The DNA damage response (DDR) consists of a complex network of interconnected pathways which detect and repair damaged DNA, maintaining genome integrity. Somatic mutations in DDR genes are associated with tumour development, while germline mutations cause a spectrum of disorders ranging from inherited cancer predisposition syndromes to developmental disorders. Genetic screens can be used to gain insights into the function of known DDR proteins, identify novel DDR components and highlight potential therapeutic opportunities.

We demonstrate that CRISPR-Cas9 gene editing is a useful tool in genetic screens investigating the DDR. We present the results of three screens using focused CRISPR-Cas9 guide RNA libraries each interrogating different aspects of DDR biology. Firstly, we used a kinase-focused guide RNA library in combination with three clinically relevant DNA damaging agents. We identified kinase knockouts causing sensitivity and resistance to these agents and validated our results in an additional cellular background. These results highlight opportunities for personalised medicine in cancer treatments including potential combinations of kinase inhibitors with more traditional therapeutic DNA damaging agents.

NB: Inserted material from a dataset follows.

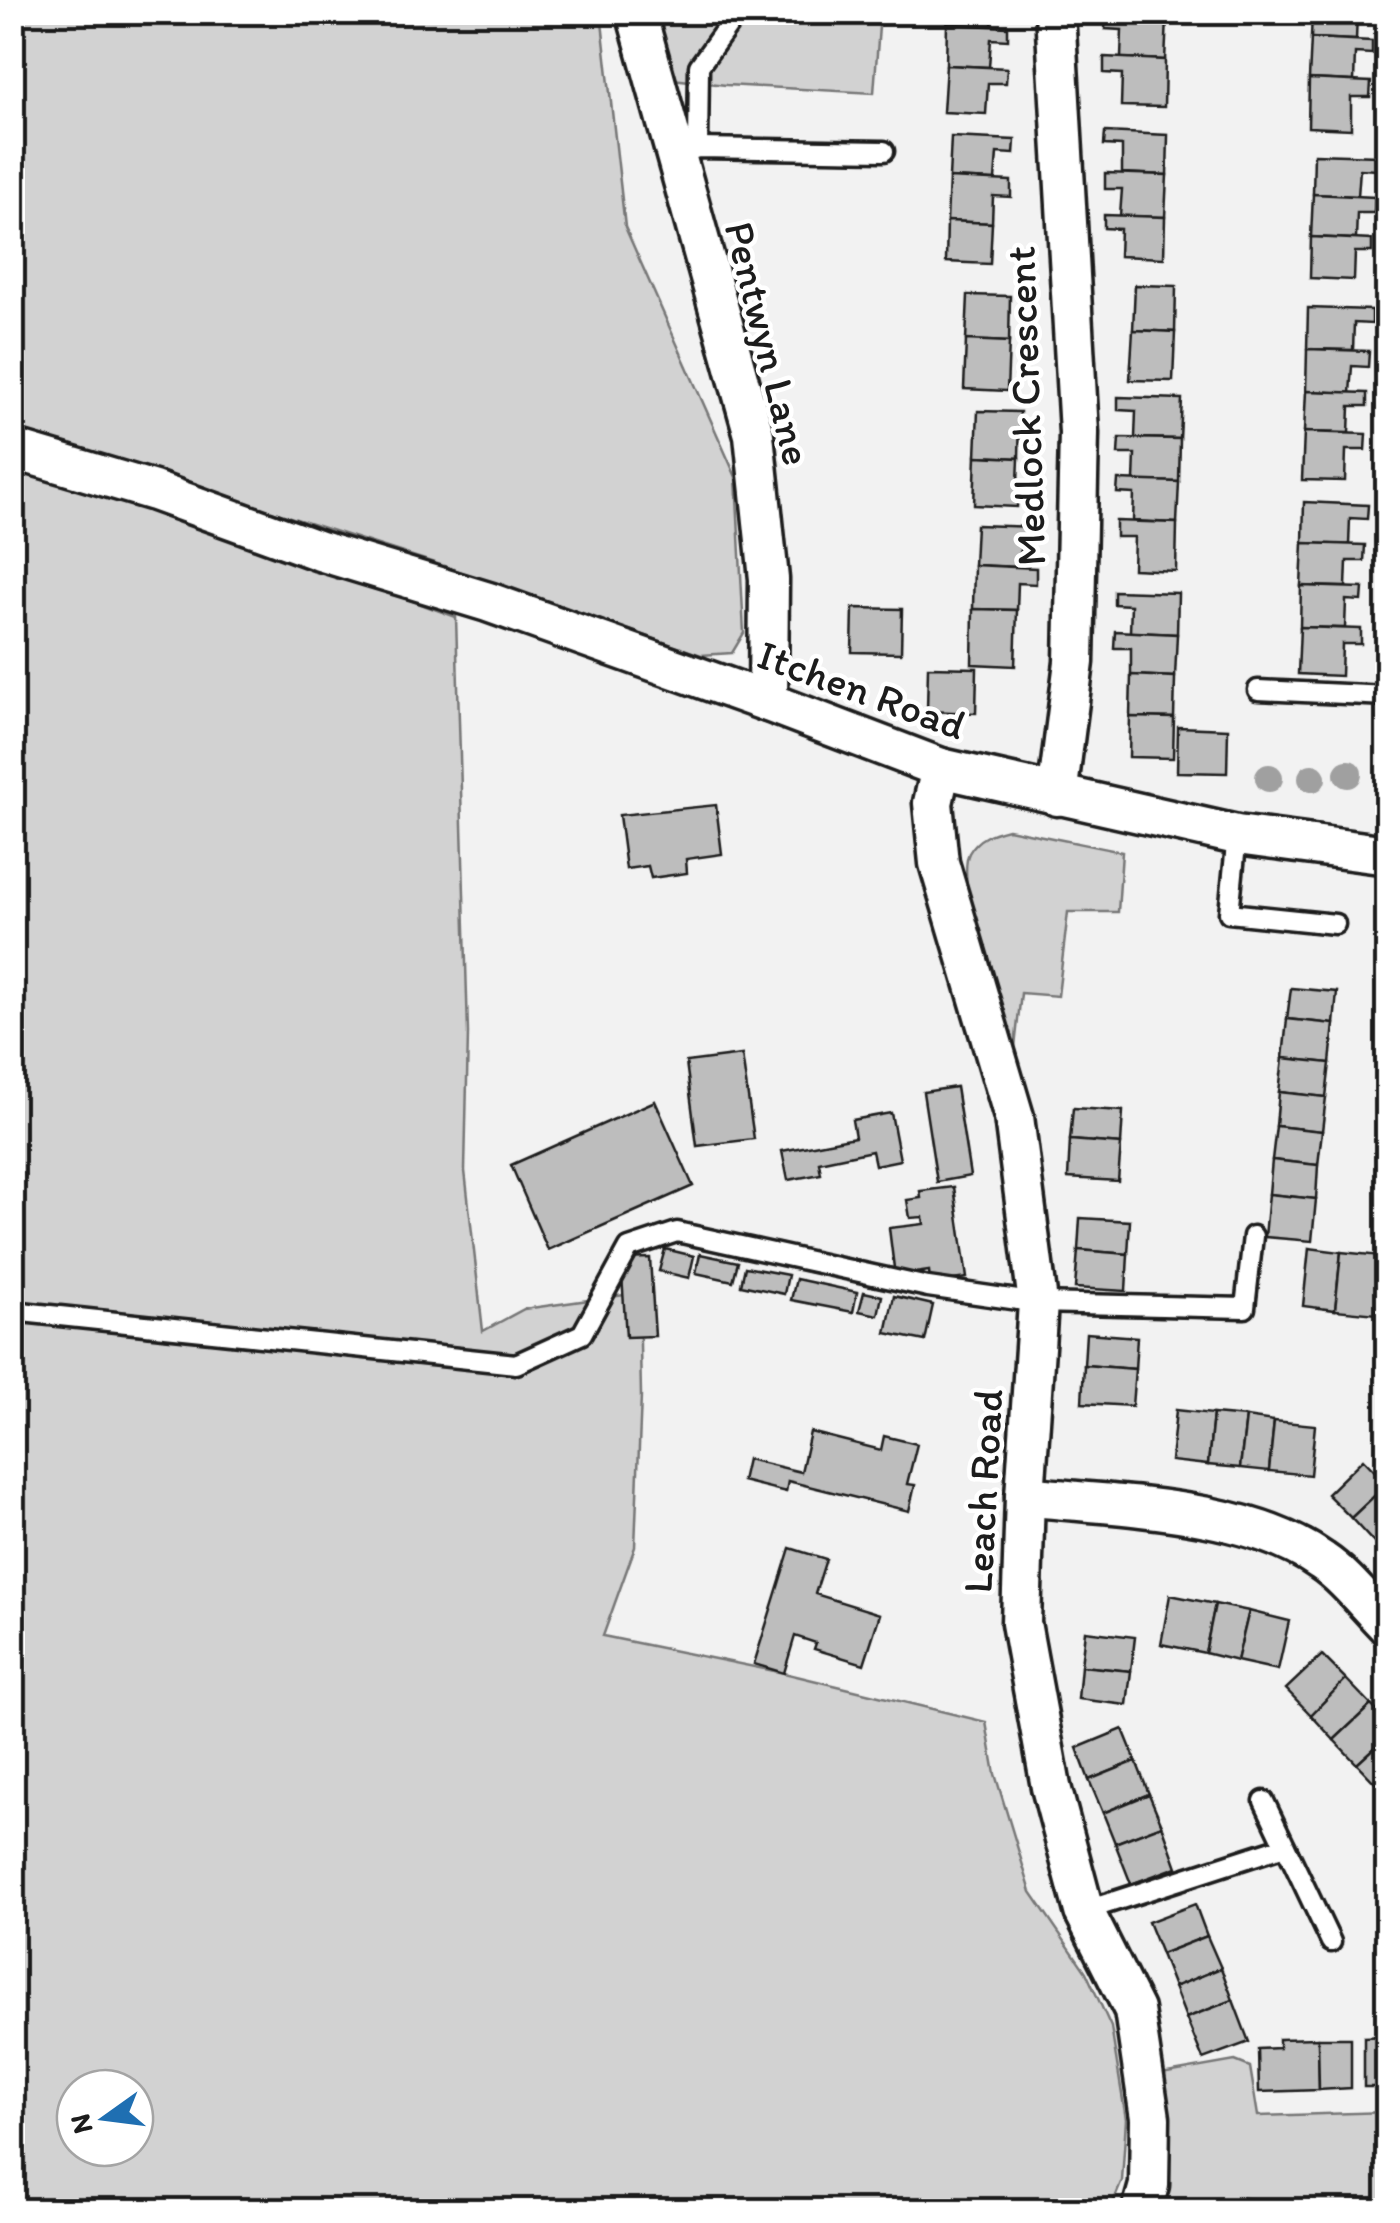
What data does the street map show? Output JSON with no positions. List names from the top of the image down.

In addition, we address key issues in optimal CRISPR-Cas9 screen design, in particular the effect of cellular p53 status on screen sensitivity. Parallel CRISPR-Cas9 screens using a DDR-focused dual guide RNA library in wild-type and TP53 knockout RPE-1 cell lines demonstrate that p53 has a demonstrable impact in reducing screen sensitivity. However, with optimal screen design and high representation we show that biologically relevant targets can be identified in p53 proficient cells.

Finally, we present results from a focused CRISPR-Cas9 screen identifying SLFN11 as a novel treatment target in the DNA repair disorder Xeroderma Pigmentosum. We show that SLFN11 depletion rescues ultraviolet (UV) hypersensitivity in cells deficient in nucleotide excision repair and translesion synthesis. We propose that increased cell survival associated with SLFN11 depletion arises from utilisation of a combination of repair pathways in which cells remain proficient, including homologous recombination and the use of alternative translesion polymerases.